Chinese data released over the weekend showed exports unexpectedly picked up in July with an 18% gain, while imports lagged with a rise of just 2.3%. Read the full story

The jobs boom combined with the jump in yields supported the US Dollar, which was up at 106.640 against a basket of currencies =USD which gained 0.8% on Friday. XRF/

“This key data point is a million miles away from a current recession, both on a job change basis and unemployment levels,” said Alan Ruskin, global head of G10 FX strategy at Deutsche. Bank.

“Data like this will fuel any thinking about ‘American exceptionalism’ and is very positive for the USD against all currencies.”

The dollar held at 135.26 yen JPY=EBS after surging 1.6% on Friday, while the euro struggled at $1.0164 EUR=EBS and not far from chart support around 1.0095 $.

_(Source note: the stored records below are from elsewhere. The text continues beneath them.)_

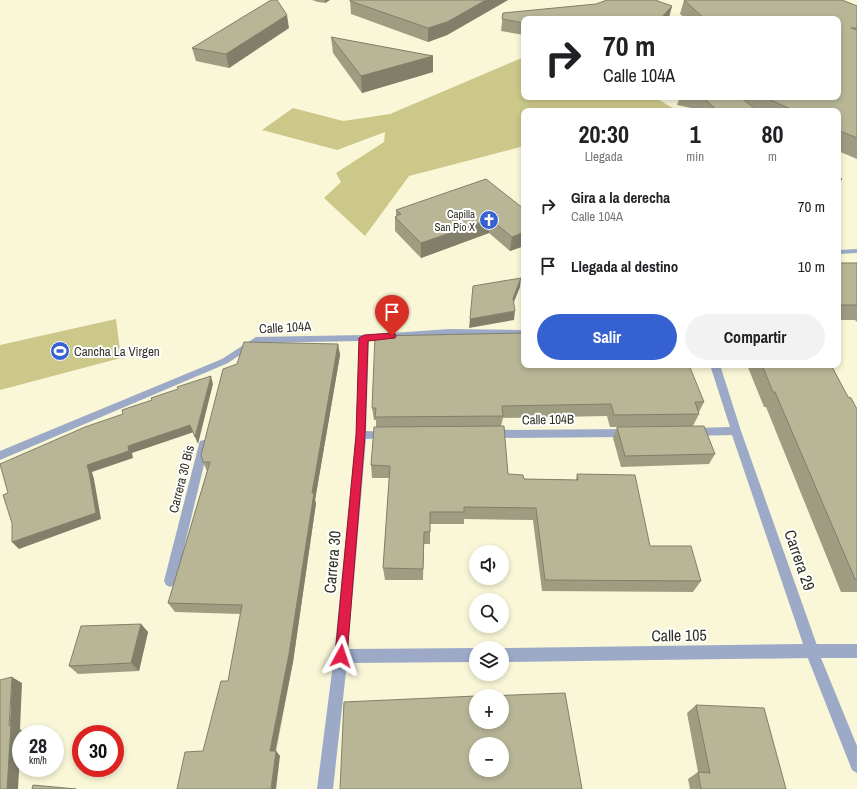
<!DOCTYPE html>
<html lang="es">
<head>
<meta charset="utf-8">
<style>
  :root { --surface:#fff; --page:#f2f2f2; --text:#202124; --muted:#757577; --accent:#3661d1 }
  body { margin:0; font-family:"Archivo Narrow",sans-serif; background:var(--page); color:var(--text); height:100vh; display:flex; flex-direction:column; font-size:15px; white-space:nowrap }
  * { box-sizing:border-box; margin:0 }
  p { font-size:13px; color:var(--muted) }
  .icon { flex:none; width:22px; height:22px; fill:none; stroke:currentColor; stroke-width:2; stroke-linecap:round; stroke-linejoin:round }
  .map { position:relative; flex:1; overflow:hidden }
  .details { position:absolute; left:521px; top:108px; width:320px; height:260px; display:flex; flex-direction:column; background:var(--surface); border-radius:8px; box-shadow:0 2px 6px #0003 }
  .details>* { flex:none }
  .top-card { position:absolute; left:521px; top:16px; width:320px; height:84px; border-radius:8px; box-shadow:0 2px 6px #0003; background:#fff; color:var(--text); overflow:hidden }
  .controls { position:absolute; left:469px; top:545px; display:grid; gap:8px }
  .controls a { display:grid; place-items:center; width:40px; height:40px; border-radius:50%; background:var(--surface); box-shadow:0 2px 6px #0003; font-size:20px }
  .speed { position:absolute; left:12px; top:725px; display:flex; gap:8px; font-size:20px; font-weight:700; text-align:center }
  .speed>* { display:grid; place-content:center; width:52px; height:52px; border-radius:50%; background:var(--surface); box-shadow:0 2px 6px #0003; line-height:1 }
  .speed small { font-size:10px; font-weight:400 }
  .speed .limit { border:6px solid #d22; background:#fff; color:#111 }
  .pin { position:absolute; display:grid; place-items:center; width:34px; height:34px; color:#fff; margin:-41px -17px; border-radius:50% 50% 50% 0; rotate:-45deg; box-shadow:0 0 4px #0007 }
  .pin .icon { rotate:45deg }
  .me { position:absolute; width:44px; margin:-22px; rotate:5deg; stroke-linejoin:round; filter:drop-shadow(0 0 3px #0008) }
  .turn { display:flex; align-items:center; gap:14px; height:84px; padding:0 16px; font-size:18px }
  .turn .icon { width:52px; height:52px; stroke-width:2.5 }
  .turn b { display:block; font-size:28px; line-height:34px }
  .eta { display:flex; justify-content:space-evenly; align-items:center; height:68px; text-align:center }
  .eta b { font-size:24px; font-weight:700; line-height:28px }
  .primary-button { display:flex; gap:8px; margin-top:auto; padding:8px 16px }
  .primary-button a { flex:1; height:46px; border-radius:24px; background:var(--accent); color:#fff; font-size:16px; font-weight:700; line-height:46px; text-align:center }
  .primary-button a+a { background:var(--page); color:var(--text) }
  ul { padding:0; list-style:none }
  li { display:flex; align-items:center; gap:12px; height:60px; padding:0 16px }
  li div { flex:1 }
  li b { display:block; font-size:15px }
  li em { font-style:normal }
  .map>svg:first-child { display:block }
  .green { fill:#ccc88a }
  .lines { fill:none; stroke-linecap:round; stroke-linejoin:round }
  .minor { fill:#9caac8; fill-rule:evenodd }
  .tertiary { fill:#9caac8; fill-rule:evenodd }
  .wall { fill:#9e9d82 }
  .shaded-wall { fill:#817f6a }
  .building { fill:#b8b697; stroke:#817f6a; fill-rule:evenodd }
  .route { fill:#e11d48; stroke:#92132f }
  .labels { text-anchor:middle; stroke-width:4; stroke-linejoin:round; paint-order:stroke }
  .far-poi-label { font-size:11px; fill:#323125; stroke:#fff; text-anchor:end }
  .street-label { font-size:13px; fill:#323125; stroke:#fff }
  .poi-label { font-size:13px; fill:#323125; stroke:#fff; text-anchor:start }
  .near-street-label { font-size:16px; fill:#323125; stroke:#fff }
</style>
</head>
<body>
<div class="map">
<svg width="857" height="789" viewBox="0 0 857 789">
  <rect width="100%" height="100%" fill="#f9f7d7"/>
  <g class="green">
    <path d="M524,57V97H654L678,111H524V120L521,121L524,126V146L409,176L365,236L324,198L341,182L336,173L384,142L385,132L337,150L262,130L293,108L343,121L390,114Z"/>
    <path d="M116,319L121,358L0,390V345Z"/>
  </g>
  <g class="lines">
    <g class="minor">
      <path d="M857,249V253L838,254V250Z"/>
      <path d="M449,329L524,330V336L449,335L369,341L366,431L390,432L391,435L390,438L366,439L348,649L476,648V662L347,663L333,789H317L334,656L356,435L359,341L258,343L228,363L0,460V451L222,359L256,337L364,335Z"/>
      <path d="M710,365H720L741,431L819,651L817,656L812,658L502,662V648L803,644L732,435L692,436L688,435L687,432L688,429L692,428L730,427Z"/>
      <path d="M628,429L632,430L633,433L632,436L628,437L492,438L488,437L487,434L488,431L492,430Z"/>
      <path d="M204,440L208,441L209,444L176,581L174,585L170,587L166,585L164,581L199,444L200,441Z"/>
    </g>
    <path class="tertiary" d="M812,644H857V658H821L857,746V773L852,770L805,651L807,646Z"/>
  </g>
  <g class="wall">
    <path d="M312,0H330L325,3L318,2Z"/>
    <path d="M350,0H508L447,35L428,42L351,14Z"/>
    <path d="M684,0H842L857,6V159L838,151V111H694L691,108L677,105L679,99L671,97H838V19H686L680,14Z"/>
    <path d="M672,6L669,17L668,19H524V35L501,31L503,13Z"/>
    <path d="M289,28L229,68L196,61L192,48Z"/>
    <path d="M331,37L433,56V72L362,93L333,53Z"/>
    <path d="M524,209V246L510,251L489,233L421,258L395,231V217L396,216V210Z"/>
    <path d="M838,263H857V322L855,320H838Z"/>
    <path d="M338,344L340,355L315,500L316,503L293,662L276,751L280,756L203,751L228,681L241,614L175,612L168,603L207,471L203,462Z"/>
    <path d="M747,365H831L848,397L857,409V592H841L766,407H764Z"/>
    <path d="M704,402L699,412V414L693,426L610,427L607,416L503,418L501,426L508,474L524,479L576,480L577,474L650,546L701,581L693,592L542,591L533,520L464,519V524H430V544H424L423,580H385L383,568L389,478H372L371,465L376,427V420H374L372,408Z"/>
    <path d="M617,427L715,454L709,464L621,467L613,438Z"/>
    <path d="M141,624L148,632L139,671L78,674L69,666Z"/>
    <path d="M696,705L786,789H690L688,779L698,772L687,713Z"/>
  </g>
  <g class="shaded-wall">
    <path d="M325,0H330L325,3Z"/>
    <path d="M486,0H508L447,35L428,42V28Z"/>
    <path d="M672,6L669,17L668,19H660Z"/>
    <path d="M287,15L289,28L229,68L226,54Z"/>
    <path d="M433,56V72L362,93L361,76Z"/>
    <path d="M838,179H842L838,186Z"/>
    <path d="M490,219L489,233L421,258V243Z"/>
    <path d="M524,232V246L510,251L512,237Z"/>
    <path d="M521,278L520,287L512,307L513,298Z"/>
    <path d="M515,311L514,320L469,328L470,319Z"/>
    <path d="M338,344L340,355L315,500L316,503L293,662L274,756L270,751L312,493Z"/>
    <path d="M211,376L213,384L198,444L195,437Z"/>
    <path d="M190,425L194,432L132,453L133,458L92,472L94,479L101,519L19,549L12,542L87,465L128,446Z"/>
    <path d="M141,624L148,632L139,671L131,663Z"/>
    <path d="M12,677L22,683L20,729L22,731V734H21L18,789H7Z"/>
    <path d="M276,751L280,756L276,789H271Z"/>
  </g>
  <g class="building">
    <path d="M271,0H277L287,15L226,54L192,48Z"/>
    <path d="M350,0H486L447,22L428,28L350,1Z"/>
    <path d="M607,0H655L672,6L660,19H524V23L502,19L503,13L596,4Z"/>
    <path d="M684,0H842L857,6V28H851L857,30V138L838,130V111H795L764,97H838V19H705Z"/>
    <path d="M331,37L433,56L361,76Z"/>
    <path d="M702,97H740L758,111H718Z"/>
    <path d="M838,176L842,179H838Z"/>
    <path d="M486,179L524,209V232L512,237L490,219L421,243L395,217L401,214L396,210Z"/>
    <rect x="838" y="263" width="19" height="42"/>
    <path d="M521,278L513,298L515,311L470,319L473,286Z"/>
    <path d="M524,333V365H689L704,402H695L699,414L614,415L611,404L502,406L503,416L375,417L376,408H372L375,336Z"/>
    <path d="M244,342L338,344L312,493H314L289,654L270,751H276L271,789H177L185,752L203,751L221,681H228L242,605L168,603L210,462H203L201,455L223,369L237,364Z"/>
    <path d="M762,365H831L848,397L851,398L857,409V580L855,579L775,392H773Z"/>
    <path d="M211,376L195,437L190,425L128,446L129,451L87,465L89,472L96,513L12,542V523L3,495L8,493L0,464L85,427L123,414L122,410L152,400L151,398L178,389L177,387Z"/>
    <path d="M504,426L508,474L523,475L524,479L578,480L577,474L635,475L650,546H691L701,581L545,580L536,508L464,507V512H430V532H424L423,569L383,568L390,466L371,465L374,427Z"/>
    <path d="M704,426L715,454L625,456L617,427Z"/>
    <path d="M141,624L131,663L69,666L81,626Z"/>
    <path d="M12,677L9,726L11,725L7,789H0V680Z"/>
    <path d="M565,693L582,789H340L344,702L476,696V722H502V696H487ZM476,744H502V770H476Z"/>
    <path d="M696,705L764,708L786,789H701L698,772L710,773Z"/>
    <path d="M33,785L76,789H32Z"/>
  </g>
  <path class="route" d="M392,333L395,334L396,336L395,338L368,341L365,435L347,656L345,661L341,663L337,661L335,656L356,435L359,338L364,335Z"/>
  <defs>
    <symbol id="church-disc" viewBox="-11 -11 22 22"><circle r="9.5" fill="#3661d1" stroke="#fff"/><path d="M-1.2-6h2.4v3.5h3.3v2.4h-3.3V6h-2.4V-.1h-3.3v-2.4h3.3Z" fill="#fff"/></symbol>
    <symbol id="stadium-disc" viewBox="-11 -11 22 22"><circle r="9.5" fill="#3661d1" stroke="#fff"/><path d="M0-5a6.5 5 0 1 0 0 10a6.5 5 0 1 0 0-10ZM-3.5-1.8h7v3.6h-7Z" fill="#fff"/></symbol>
  </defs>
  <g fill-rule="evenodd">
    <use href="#church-disc" x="478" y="209" width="22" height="22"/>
    <use href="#stadium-disc" x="49" y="340" width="22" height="22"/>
  </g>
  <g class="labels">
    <g class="far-poi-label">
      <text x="475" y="218">Capilla<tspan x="475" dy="13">San Pío X</tspan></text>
    </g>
    <g class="street-label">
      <text transform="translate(285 327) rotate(-3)" y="5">Calle 104A</text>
      <text transform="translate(548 419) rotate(-1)" y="5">Calle 104B</text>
      <text transform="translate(181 479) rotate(-76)" y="5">Carrera 30 Bis</text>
    </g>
    <g class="poi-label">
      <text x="74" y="356">Cancha La Virgen</text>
    </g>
    <g class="near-street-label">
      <text transform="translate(800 560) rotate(71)" y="6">Carrera 29</text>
      <text transform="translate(332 562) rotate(-85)" y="6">Carrera 30</text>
      <text transform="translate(679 635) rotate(-1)" y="6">Calle 105</text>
    </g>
  </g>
</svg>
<div class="controls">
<a><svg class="icon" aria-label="sound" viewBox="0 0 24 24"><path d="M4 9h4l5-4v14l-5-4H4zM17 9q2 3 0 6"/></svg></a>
<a><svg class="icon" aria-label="search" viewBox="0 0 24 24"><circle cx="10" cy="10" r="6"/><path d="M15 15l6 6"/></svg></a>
<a><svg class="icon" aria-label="layers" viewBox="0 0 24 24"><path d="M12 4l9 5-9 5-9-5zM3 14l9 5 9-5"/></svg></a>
<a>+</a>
<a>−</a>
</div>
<div class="speed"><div>28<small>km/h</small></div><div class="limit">30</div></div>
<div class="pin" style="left:392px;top:336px;background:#d93025"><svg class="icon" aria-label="arrive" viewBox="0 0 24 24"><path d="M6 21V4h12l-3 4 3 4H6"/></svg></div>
<svg class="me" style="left:341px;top:656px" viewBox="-20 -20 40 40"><path d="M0-17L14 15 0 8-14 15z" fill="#e11d48" stroke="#fff" stroke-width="4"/></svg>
<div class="top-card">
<div class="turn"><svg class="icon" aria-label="right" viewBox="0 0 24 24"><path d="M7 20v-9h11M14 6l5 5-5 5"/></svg><div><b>70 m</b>Calle 104A</div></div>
</div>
<section class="details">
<div class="eta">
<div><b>20:30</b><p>Llegada</p></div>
<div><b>1</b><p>min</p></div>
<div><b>80</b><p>m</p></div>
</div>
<ul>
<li><svg class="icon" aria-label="right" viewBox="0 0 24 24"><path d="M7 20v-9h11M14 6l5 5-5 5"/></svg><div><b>Gira a la derecha</b><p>Calle 104A</p></div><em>70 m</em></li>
<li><svg class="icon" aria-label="arrive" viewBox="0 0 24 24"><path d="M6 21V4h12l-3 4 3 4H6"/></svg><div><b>Llegada al destino</b></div><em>10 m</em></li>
</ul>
<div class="primary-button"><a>Salir</a><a>Compartir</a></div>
</section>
</div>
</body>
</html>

The single currency was not helped by news that Moody’s had downgraded Italy’s outlook to negative as the resignation of Prime Minister Mario Draghi rocked the country’s political landscape. Read the full story

The dollar’s rise was a setback for gold, although it managed to rebound from lows hit on Friday to settle at $1,773 XAU=. GOL/

Oil prices continued their recent decline after suffering the worst week since April on concerns about stalled global demand as central banks continue to tighten. WHERE

Brent LCOc1 fell 97 cents to $93.95, while US crude CLc1 lost 89 cents to $88.12 a barrel.